What the exercise asks:
Please report each line of the data below that contains "read".

Data for analysis:
·····

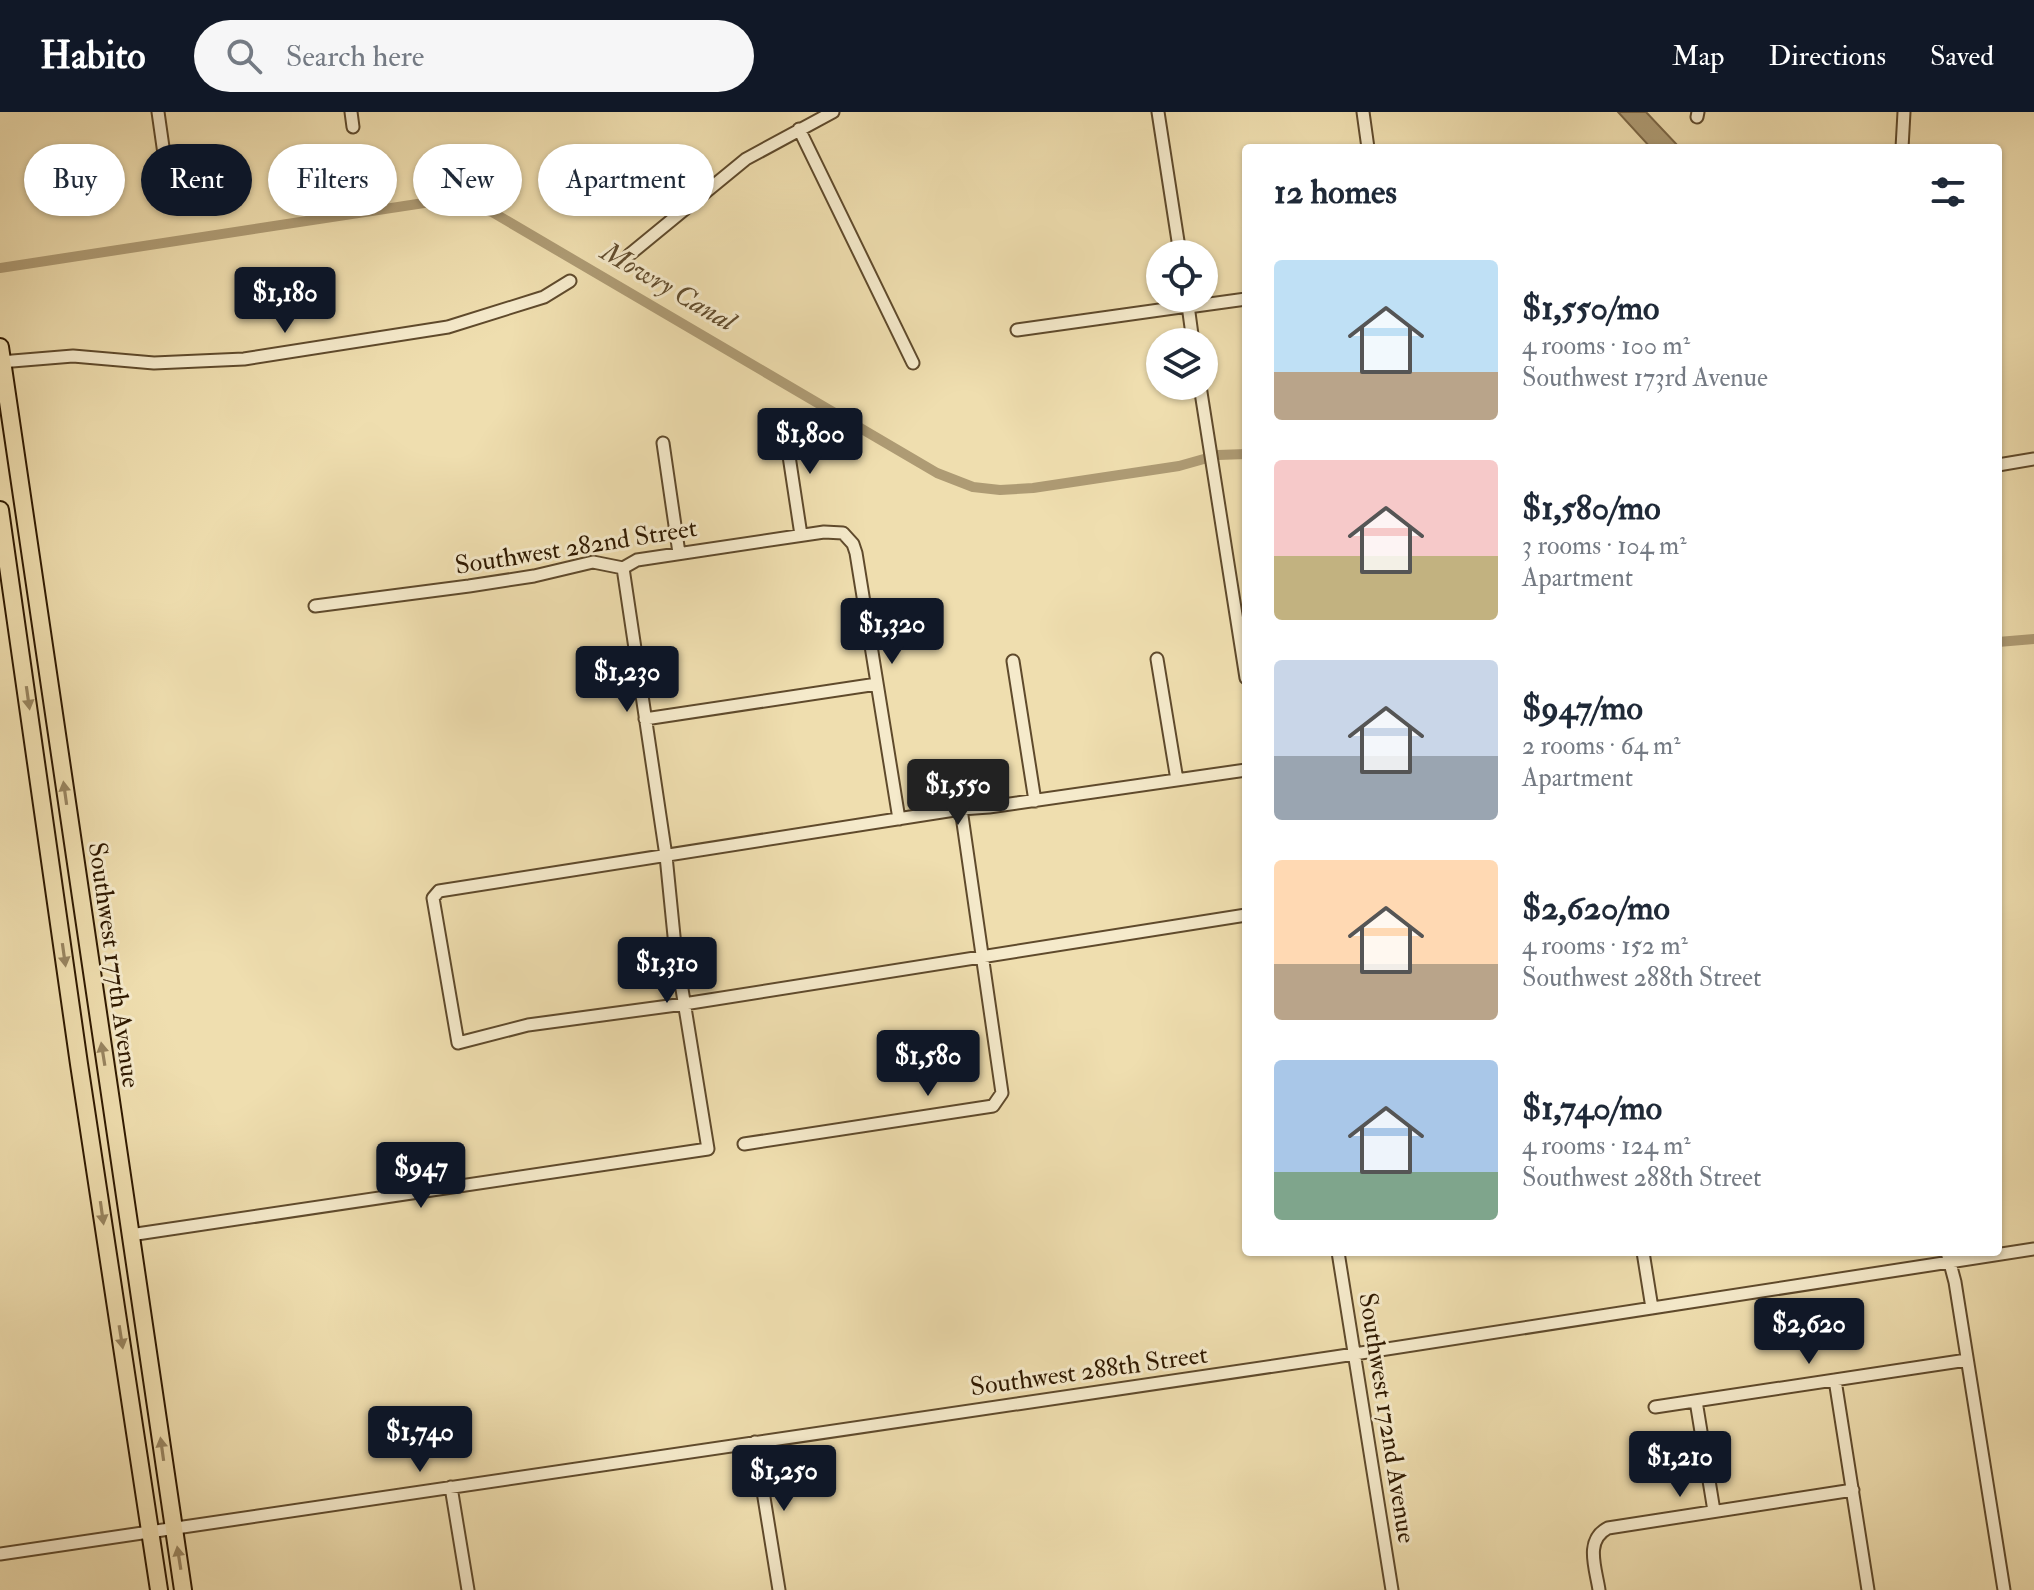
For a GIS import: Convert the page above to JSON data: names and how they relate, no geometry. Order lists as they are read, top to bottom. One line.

·····

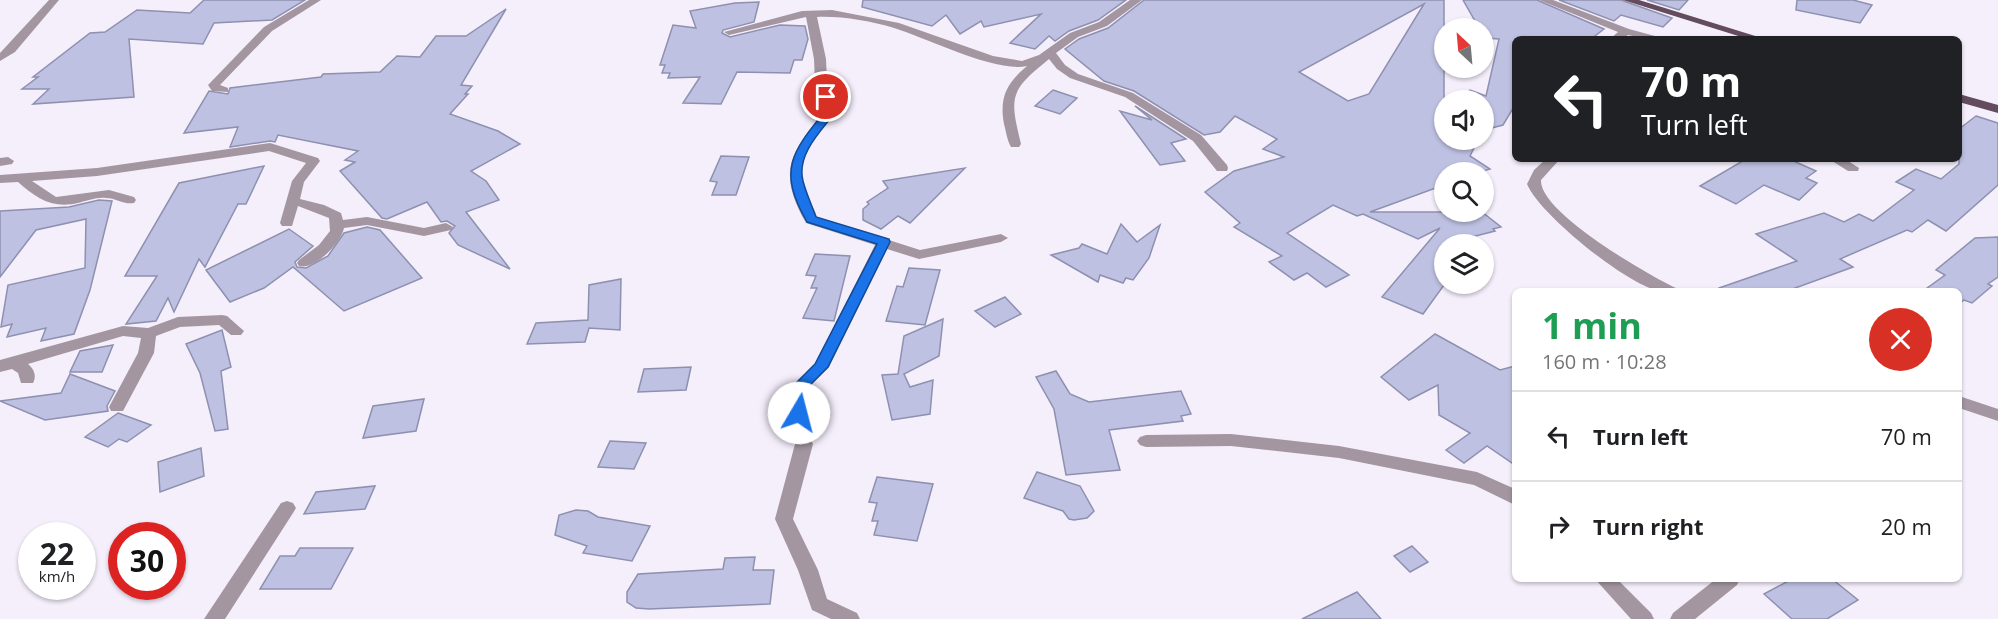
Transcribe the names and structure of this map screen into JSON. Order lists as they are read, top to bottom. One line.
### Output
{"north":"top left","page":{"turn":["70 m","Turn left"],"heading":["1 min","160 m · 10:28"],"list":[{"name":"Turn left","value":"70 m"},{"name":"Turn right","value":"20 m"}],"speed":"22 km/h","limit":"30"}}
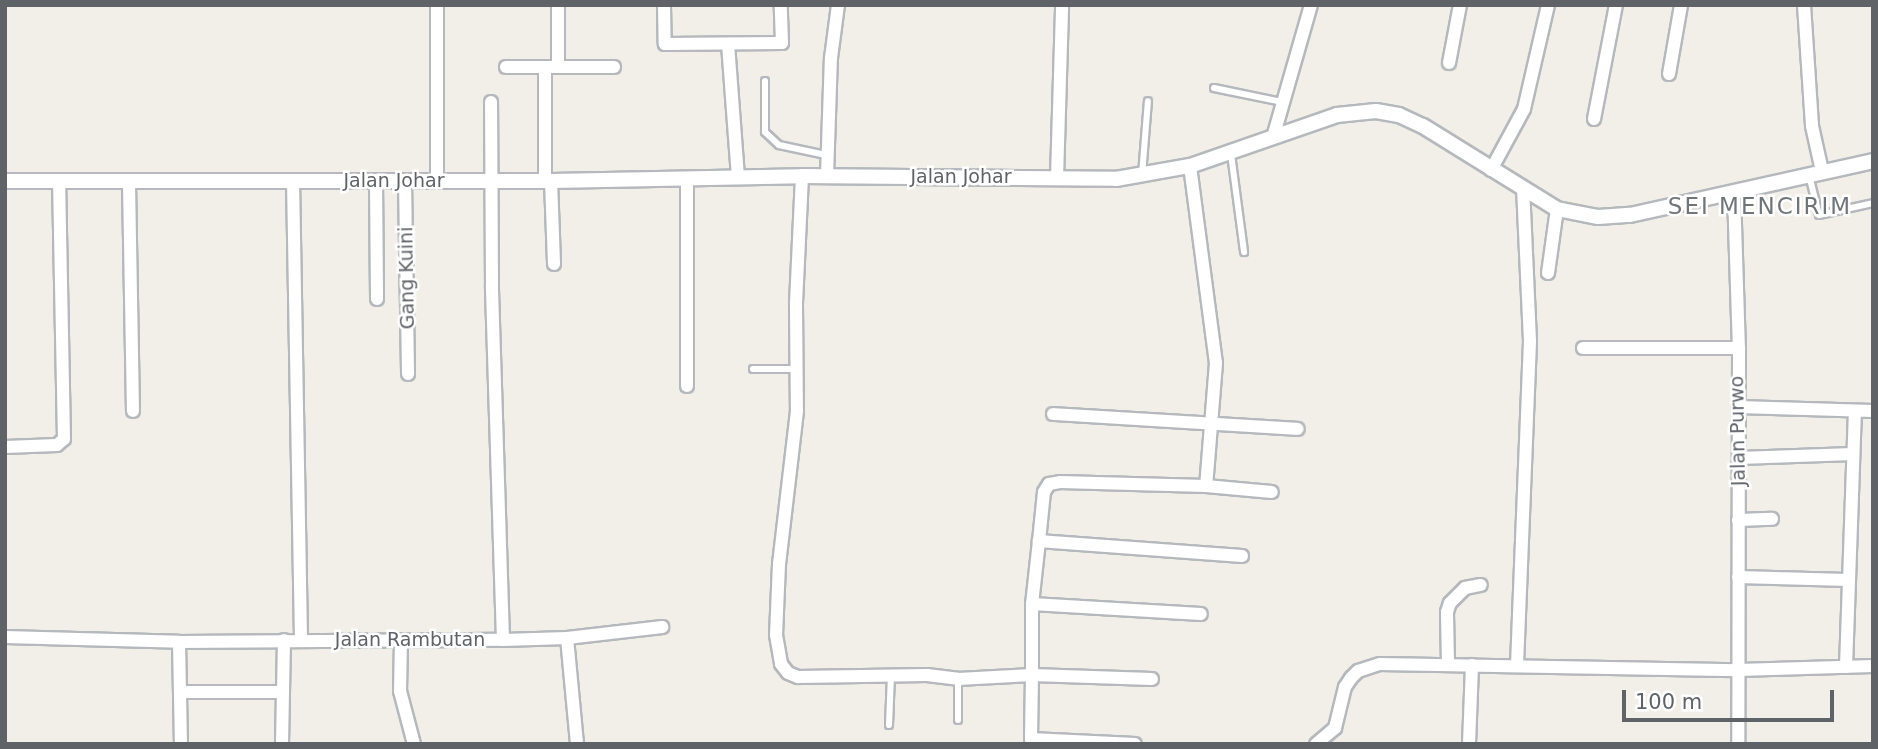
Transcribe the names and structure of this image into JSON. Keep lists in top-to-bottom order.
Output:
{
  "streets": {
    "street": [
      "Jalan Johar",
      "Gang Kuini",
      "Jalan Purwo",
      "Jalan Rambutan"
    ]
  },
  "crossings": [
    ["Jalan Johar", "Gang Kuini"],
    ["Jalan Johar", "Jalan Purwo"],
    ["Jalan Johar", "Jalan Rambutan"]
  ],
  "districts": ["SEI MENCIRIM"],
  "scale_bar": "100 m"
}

·····

Response:
For a GIS import: Convert the page above to JSON data: names and how they relate, no geometry. Order lists as they are read, top to bottom. One line.
Transcribe the names and structure of this map screen into JSON. Order lists as they are read, top to bottom. One line.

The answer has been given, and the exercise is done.